_Task directions_: Each line of the data has to be written out again exactly as shown.

_Information shown_:
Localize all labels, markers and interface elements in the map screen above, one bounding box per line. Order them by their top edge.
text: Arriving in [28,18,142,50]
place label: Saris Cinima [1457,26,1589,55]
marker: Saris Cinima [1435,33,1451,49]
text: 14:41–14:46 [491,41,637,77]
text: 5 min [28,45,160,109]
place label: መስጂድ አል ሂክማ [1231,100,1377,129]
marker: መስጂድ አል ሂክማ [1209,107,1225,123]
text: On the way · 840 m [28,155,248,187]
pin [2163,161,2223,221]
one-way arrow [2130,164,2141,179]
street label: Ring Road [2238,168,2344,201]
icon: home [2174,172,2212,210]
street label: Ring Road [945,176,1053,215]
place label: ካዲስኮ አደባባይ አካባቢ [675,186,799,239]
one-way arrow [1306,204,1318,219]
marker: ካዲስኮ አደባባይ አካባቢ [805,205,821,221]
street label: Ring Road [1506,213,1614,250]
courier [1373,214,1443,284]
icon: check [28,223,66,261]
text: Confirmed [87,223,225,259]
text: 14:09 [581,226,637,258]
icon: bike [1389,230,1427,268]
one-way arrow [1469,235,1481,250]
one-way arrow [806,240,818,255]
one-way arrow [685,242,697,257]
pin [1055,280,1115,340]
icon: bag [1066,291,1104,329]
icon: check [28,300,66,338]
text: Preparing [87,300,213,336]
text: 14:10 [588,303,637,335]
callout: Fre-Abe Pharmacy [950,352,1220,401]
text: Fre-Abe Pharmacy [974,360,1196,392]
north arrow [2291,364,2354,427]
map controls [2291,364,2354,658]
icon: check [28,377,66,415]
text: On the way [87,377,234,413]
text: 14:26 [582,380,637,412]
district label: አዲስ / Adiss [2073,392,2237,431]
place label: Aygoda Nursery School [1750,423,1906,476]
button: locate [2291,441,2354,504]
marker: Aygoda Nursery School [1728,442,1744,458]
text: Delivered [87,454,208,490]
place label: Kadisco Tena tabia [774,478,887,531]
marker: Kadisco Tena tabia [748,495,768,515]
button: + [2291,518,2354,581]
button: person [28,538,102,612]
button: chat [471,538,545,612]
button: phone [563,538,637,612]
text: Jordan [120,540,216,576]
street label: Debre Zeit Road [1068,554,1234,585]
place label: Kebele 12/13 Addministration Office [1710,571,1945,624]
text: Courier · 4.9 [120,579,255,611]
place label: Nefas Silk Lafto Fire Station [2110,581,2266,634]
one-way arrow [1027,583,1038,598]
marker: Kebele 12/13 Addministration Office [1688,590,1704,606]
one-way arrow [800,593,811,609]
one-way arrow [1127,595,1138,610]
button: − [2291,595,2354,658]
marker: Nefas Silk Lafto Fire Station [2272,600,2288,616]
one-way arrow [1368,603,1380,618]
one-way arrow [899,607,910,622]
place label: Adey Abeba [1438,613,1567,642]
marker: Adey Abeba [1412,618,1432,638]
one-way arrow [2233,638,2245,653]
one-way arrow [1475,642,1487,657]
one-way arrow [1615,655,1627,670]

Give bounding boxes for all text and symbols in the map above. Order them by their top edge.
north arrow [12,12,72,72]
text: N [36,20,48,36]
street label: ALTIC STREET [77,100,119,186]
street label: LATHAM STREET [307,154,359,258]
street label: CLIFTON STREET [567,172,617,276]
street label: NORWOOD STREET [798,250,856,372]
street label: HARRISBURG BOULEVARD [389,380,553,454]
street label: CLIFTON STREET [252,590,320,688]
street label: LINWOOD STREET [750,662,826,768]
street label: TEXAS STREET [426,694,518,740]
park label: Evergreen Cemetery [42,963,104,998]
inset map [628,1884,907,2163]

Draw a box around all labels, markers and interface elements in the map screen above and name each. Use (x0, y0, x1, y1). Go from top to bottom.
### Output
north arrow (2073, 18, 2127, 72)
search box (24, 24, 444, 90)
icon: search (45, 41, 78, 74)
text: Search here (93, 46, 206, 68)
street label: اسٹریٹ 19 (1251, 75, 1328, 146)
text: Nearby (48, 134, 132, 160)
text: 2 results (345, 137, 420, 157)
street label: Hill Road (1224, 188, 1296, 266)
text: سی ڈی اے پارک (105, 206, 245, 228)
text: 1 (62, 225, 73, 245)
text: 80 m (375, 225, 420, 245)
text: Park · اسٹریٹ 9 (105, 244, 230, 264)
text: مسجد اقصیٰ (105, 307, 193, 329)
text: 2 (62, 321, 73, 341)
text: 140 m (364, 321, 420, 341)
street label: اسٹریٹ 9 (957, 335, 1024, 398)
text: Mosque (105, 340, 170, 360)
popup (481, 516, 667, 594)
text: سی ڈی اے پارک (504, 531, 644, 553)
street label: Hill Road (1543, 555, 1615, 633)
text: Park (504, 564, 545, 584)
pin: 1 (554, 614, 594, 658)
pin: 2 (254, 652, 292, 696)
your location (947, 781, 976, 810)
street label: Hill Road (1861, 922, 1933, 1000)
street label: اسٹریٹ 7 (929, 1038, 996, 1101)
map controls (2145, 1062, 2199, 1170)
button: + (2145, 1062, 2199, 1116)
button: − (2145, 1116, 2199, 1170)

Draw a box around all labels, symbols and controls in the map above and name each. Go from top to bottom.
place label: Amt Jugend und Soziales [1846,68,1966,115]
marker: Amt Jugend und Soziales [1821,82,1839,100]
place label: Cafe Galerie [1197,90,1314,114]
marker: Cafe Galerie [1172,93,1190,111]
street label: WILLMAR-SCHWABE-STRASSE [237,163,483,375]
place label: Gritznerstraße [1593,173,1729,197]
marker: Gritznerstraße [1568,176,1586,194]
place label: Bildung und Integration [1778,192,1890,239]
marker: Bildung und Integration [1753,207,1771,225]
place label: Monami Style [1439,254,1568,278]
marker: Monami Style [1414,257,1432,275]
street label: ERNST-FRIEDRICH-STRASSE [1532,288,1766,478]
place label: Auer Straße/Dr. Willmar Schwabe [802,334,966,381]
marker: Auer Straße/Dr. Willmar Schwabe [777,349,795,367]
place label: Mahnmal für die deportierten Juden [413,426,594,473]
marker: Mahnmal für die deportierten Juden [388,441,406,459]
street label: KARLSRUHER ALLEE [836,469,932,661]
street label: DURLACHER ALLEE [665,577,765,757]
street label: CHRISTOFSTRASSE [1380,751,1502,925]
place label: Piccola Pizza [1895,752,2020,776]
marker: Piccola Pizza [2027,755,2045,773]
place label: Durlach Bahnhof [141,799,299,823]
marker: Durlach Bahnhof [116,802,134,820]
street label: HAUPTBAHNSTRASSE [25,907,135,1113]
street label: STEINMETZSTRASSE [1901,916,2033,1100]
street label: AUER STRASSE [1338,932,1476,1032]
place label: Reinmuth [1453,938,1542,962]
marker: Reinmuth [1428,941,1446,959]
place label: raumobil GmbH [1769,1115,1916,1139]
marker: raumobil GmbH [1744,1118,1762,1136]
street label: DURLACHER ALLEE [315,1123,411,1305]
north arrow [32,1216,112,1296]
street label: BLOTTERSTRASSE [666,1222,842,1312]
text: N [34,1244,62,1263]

_Result of this task_:
Localize all labels, markers and interface elements in the map screen above, one bounding box per line. Order them by their top edge.
text: Arriving in [28,18,142,50]
place label: Saris Cinima [1457,26,1589,55]
marker: Saris Cinima [1435,33,1451,49]
text: 14:41–14:46 [491,41,637,77]
text: 5 min [28,45,160,109]
place label: መስጂድ አል ሂክማ [1231,100,1377,129]
marker: መስጂድ አል ሂክማ [1209,107,1225,123]
text: On the way · 840 m [28,155,248,187]
pin [2163,161,2223,221]
one-way arrow [2130,164,2141,179]
street label: Ring Road [2238,168,2344,201]
icon: home [2174,172,2212,210]
street label: Ring Road [945,176,1053,215]
place label: ካዲስኮ አደባባይ አካባቢ [675,186,799,239]
one-way arrow [1306,204,1318,219]
marker: ካዲስኮ አደባባይ አካባቢ [805,205,821,221]
street label: Ring Road [1506,213,1614,250]
courier [1373,214,1443,284]
icon: check [28,223,66,261]
text: Confirmed [87,223,225,259]
text: 14:09 [581,226,637,258]
icon: bike [1389,230,1427,268]
one-way arrow [1469,235,1481,250]
one-way arrow [806,240,818,255]
one-way arrow [685,242,697,257]
pin [1055,280,1115,340]
icon: bag [1066,291,1104,329]
icon: check [28,300,66,338]
text: Preparing [87,300,213,336]
text: 14:10 [588,303,637,335]
callout: Fre-Abe Pharmacy [950,352,1220,401]
text: Fre-Abe Pharmacy [974,360,1196,392]
north arrow [2291,364,2354,427]
map controls [2291,364,2354,658]
icon: check [28,377,66,415]
text: On the way [87,377,234,413]
text: 14:26 [582,380,637,412]
district label: አዲስ / Adiss [2073,392,2237,431]
place label: Aygoda Nursery School [1750,423,1906,476]
button: locate [2291,441,2354,504]
marker: Aygoda Nursery School [1728,442,1744,458]
text: Delivered [87,454,208,490]
place label: Kadisco Tena tabia [774,478,887,531]
marker: Kadisco Tena tabia [748,495,768,515]
button: + [2291,518,2354,581]
button: person [28,538,102,612]
button: chat [471,538,545,612]
button: phone [563,538,637,612]
text: Jordan [120,540,216,576]
street label: Debre Zeit Road [1068,554,1234,585]
place label: Kebele 12/13 Addministration Office [1710,571,1945,624]
text: Courier · 4.9 [120,579,255,611]
place label: Nefas Silk Lafto Fire Station [2110,581,2266,634]
one-way arrow [1027,583,1038,598]
marker: Kebele 12/13 Addministration Office [1688,590,1704,606]
one-way arrow [800,593,811,609]
one-way arrow [1127,595,1138,610]
button: − [2291,595,2354,658]
marker: Nefas Silk Lafto Fire Station [2272,600,2288,616]
one-way arrow [1368,603,1380,618]
one-way arrow [899,607,910,622]
place label: Adey Abeba [1438,613,1567,642]
marker: Adey Abeba [1412,618,1432,638]
one-way arrow [2233,638,2245,653]
one-way arrow [1475,642,1487,657]
one-way arrow [1615,655,1627,670]

Give bounding boxes for all text and symbols in the map above. Order them by their top edge.
north arrow [12,12,72,72]
text: N [36,20,48,36]
street label: ALTIC STREET [77,100,119,186]
street label: LATHAM STREET [307,154,359,258]
street label: CLIFTON STREET [567,172,617,276]
street label: NORWOOD STREET [798,250,856,372]
street label: HARRISBURG BOULEVARD [389,380,553,454]
street label: CLIFTON STREET [252,590,320,688]
street label: LINWOOD STREET [750,662,826,768]
street label: TEXAS STREET [426,694,518,740]
park label: Evergreen Cemetery [42,963,104,998]
inset map [628,1884,907,2163]

Draw a box around all labels, markers and interface elements in the map screen above and name each. Use (x0, y0, x1, y1). Go from top to bottom.
### Output
north arrow (2073, 18, 2127, 72)
search box (24, 24, 444, 90)
icon: search (45, 41, 78, 74)
text: Search here (93, 46, 206, 68)
street label: اسٹریٹ 19 (1251, 75, 1328, 146)
text: Nearby (48, 134, 132, 160)
text: 2 results (345, 137, 420, 157)
street label: Hill Road (1224, 188, 1296, 266)
text: سی ڈی اے پارک (105, 206, 245, 228)
text: 1 (62, 225, 73, 245)
text: 80 m (375, 225, 420, 245)
text: Park · اسٹریٹ 9 (105, 244, 230, 264)
text: مسجد اقصیٰ (105, 307, 193, 329)
text: 2 (62, 321, 73, 341)
text: 140 m (364, 321, 420, 341)
street label: اسٹریٹ 9 (957, 335, 1024, 398)
text: Mosque (105, 340, 170, 360)
popup (481, 516, 667, 594)
text: سی ڈی اے پارک (504, 531, 644, 553)
street label: Hill Road (1543, 555, 1615, 633)
text: Park (504, 564, 545, 584)
pin: 1 (554, 614, 594, 658)
pin: 2 (254, 652, 292, 696)
your location (947, 781, 976, 810)
street label: Hill Road (1861, 922, 1933, 1000)
street label: اسٹریٹ 7 (929, 1038, 996, 1101)
map controls (2145, 1062, 2199, 1170)
button: + (2145, 1062, 2199, 1116)
button: − (2145, 1116, 2199, 1170)

Draw a box around all labels, symbols and controls in the map above and name each. Go from top to bottom.
place label: Amt Jugend und Soziales [1846,68,1966,115]
marker: Amt Jugend und Soziales [1821,82,1839,100]
place label: Cafe Galerie [1197,90,1314,114]
marker: Cafe Galerie [1172,93,1190,111]
street label: WILLMAR-SCHWABE-STRASSE [237,163,483,375]
place label: Gritznerstraße [1593,173,1729,197]
marker: Gritznerstraße [1568,176,1586,194]
place label: Bildung und Integration [1778,192,1890,239]
marker: Bildung und Integration [1753,207,1771,225]
place label: Monami Style [1439,254,1568,278]
marker: Monami Style [1414,257,1432,275]
street label: ERNST-FRIEDRICH-STRASSE [1532,288,1766,478]
place label: Auer Straße/Dr. Willmar Schwabe [802,334,966,381]
marker: Auer Straße/Dr. Willmar Schwabe [777,349,795,367]
place label: Mahnmal für die deportierten Juden [413,426,594,473]
marker: Mahnmal für die deportierten Juden [388,441,406,459]
street label: KARLSRUHER ALLEE [836,469,932,661]
street label: DURLACHER ALLEE [665,577,765,757]
street label: CHRISTOFSTRASSE [1380,751,1502,925]
place label: Piccola Pizza [1895,752,2020,776]
marker: Piccola Pizza [2027,755,2045,773]
place label: Durlach Bahnhof [141,799,299,823]
marker: Durlach Bahnhof [116,802,134,820]
street label: HAUPTBAHNSTRASSE [25,907,135,1113]
street label: STEINMETZSTRASSE [1901,916,2033,1100]
street label: AUER STRASSE [1338,932,1476,1032]
place label: Reinmuth [1453,938,1542,962]
marker: Reinmuth [1428,941,1446,959]
place label: raumobil GmbH [1769,1115,1916,1139]
marker: raumobil GmbH [1744,1118,1762,1136]
street label: DURLACHER ALLEE [315,1123,411,1305]
north arrow [32,1216,112,1296]
street label: BLOTTERSTRASSE [666,1222,842,1312]
text: N [34,1244,62,1263]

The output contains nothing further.